> [What the task requires]: Among the entries below, which lines include the string "color"? Show each one.

*** Data for the task ***

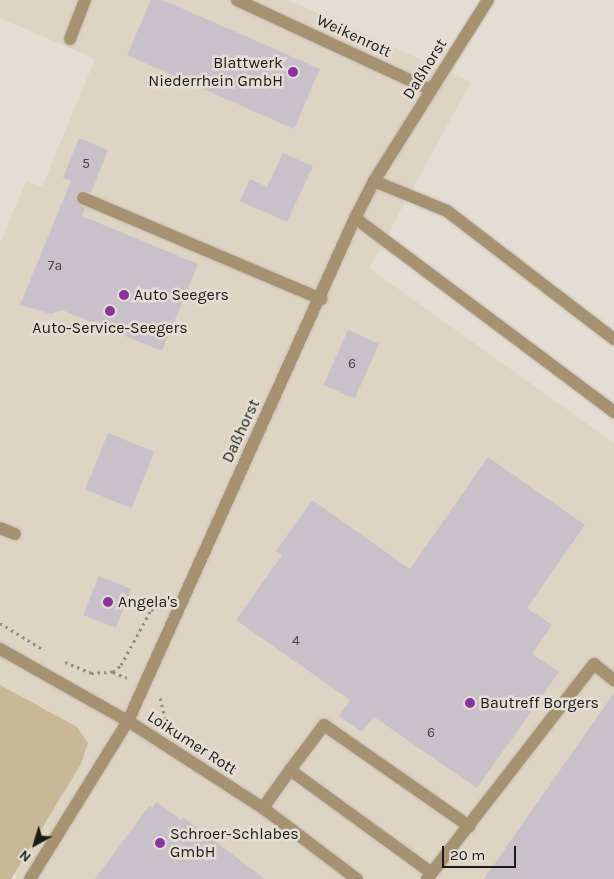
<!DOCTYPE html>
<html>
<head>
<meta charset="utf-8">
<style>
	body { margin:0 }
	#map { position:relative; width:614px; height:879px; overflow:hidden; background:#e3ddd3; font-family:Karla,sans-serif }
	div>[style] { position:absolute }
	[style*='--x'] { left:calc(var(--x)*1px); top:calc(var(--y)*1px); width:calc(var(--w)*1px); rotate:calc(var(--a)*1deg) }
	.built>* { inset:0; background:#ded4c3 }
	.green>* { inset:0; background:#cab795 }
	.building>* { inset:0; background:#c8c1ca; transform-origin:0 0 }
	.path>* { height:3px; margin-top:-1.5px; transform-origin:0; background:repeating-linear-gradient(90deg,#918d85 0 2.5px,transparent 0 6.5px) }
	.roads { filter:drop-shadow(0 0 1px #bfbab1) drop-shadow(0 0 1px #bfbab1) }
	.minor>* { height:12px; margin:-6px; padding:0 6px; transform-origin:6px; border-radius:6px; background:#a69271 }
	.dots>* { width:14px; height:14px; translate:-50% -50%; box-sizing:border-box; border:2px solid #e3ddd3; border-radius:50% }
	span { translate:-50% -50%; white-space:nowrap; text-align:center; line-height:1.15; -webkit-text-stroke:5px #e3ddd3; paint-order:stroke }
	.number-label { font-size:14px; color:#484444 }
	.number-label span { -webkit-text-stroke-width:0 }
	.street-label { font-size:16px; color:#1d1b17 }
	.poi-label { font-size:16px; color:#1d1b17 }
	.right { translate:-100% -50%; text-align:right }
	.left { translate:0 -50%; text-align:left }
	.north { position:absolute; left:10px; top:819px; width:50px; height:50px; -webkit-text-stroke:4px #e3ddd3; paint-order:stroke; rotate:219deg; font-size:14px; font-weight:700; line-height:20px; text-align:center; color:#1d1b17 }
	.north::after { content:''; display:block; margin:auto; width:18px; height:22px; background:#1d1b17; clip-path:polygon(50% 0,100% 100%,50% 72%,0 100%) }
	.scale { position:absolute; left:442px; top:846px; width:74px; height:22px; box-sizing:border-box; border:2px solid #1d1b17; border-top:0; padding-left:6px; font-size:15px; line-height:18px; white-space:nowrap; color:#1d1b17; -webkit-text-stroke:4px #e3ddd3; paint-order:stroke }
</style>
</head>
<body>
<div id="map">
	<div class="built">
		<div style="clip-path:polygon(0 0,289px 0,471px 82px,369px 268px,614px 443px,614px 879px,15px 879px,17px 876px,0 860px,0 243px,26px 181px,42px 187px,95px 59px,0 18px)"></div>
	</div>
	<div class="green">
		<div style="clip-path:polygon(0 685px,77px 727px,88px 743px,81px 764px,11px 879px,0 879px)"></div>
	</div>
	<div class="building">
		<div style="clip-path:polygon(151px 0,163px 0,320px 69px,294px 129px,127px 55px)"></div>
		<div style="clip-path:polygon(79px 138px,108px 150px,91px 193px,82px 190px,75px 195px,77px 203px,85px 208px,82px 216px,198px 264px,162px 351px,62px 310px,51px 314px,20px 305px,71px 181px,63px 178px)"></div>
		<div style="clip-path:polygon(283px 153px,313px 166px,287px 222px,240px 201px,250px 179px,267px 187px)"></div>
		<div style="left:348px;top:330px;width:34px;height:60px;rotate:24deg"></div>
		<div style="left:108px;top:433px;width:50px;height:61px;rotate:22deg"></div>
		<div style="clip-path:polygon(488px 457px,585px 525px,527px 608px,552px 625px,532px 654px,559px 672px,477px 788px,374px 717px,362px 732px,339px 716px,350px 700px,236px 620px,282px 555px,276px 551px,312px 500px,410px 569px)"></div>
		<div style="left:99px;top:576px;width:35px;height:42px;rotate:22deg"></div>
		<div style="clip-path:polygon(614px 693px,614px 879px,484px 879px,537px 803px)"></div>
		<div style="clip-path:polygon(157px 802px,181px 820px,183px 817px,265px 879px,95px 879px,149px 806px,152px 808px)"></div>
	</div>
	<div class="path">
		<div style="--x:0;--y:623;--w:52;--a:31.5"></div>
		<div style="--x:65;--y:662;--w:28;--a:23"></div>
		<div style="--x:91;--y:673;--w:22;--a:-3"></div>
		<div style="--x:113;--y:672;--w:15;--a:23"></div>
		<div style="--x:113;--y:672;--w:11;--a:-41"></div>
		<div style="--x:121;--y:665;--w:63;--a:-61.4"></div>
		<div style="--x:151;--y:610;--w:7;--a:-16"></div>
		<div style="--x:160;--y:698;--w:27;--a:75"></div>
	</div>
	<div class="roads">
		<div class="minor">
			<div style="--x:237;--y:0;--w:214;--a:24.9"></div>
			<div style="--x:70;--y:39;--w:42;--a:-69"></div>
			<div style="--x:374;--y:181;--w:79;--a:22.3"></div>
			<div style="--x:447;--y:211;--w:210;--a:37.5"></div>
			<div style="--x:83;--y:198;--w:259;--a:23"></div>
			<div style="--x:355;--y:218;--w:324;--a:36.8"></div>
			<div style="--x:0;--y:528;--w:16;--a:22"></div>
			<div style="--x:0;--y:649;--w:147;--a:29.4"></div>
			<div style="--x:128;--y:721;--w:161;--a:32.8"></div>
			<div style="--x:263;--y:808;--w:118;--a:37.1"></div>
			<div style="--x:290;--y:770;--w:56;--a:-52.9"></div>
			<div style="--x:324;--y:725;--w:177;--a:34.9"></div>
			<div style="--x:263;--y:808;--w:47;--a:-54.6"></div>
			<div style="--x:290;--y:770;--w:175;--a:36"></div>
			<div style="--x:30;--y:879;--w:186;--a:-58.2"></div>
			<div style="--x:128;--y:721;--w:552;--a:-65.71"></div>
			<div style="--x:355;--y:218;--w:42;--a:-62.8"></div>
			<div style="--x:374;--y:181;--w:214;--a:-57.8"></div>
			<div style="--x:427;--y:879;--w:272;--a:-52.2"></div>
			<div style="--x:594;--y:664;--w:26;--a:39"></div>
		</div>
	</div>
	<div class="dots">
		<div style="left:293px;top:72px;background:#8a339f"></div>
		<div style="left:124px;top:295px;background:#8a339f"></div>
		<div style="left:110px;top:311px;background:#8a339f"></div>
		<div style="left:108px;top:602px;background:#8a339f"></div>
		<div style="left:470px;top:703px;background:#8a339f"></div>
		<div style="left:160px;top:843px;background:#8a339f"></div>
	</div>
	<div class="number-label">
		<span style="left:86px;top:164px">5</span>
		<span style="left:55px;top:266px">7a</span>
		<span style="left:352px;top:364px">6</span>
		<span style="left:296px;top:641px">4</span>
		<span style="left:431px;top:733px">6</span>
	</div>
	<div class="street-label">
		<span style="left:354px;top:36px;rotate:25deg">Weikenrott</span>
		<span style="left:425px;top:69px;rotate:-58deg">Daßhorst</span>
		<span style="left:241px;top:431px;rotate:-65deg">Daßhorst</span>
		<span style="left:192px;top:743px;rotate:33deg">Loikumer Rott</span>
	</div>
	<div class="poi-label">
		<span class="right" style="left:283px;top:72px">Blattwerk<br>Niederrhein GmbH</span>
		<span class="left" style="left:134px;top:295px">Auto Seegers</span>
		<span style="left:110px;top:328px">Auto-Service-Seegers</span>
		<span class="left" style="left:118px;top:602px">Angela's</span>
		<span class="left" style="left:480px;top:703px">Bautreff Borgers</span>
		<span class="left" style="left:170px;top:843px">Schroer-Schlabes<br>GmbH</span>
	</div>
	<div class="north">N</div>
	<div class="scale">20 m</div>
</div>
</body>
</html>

*** End of Data for the task ***

> [Finished task]:
	.number-label { font-size:14px; color:#484444 }
	.street-label { font-size:16px; color:#1d1b17 }
	.poi-label { font-size:16px; color:#1d1b17 }
	.north { position:absolute; left:10px; top:819px; width:50px; height:50px; -webkit-text-stroke:4px #e3ddd3; paint-order:stroke; rotate:219deg; font-size:14px; font-weight:700; line-height:20px; text-align:center; color:#1d1b17 }
	.scale { position:absolute; left:442px; top:846px; width:74px; height:22px; box-sizing:border-box; border:2px solid #1d1b17; border-top:0; padding-left:6px; font-size:15px; line-height:18px; white-space:nowrap; color:#1d1b17; -webkit-text-stroke:4px #e3ddd3; paint-order:stroke }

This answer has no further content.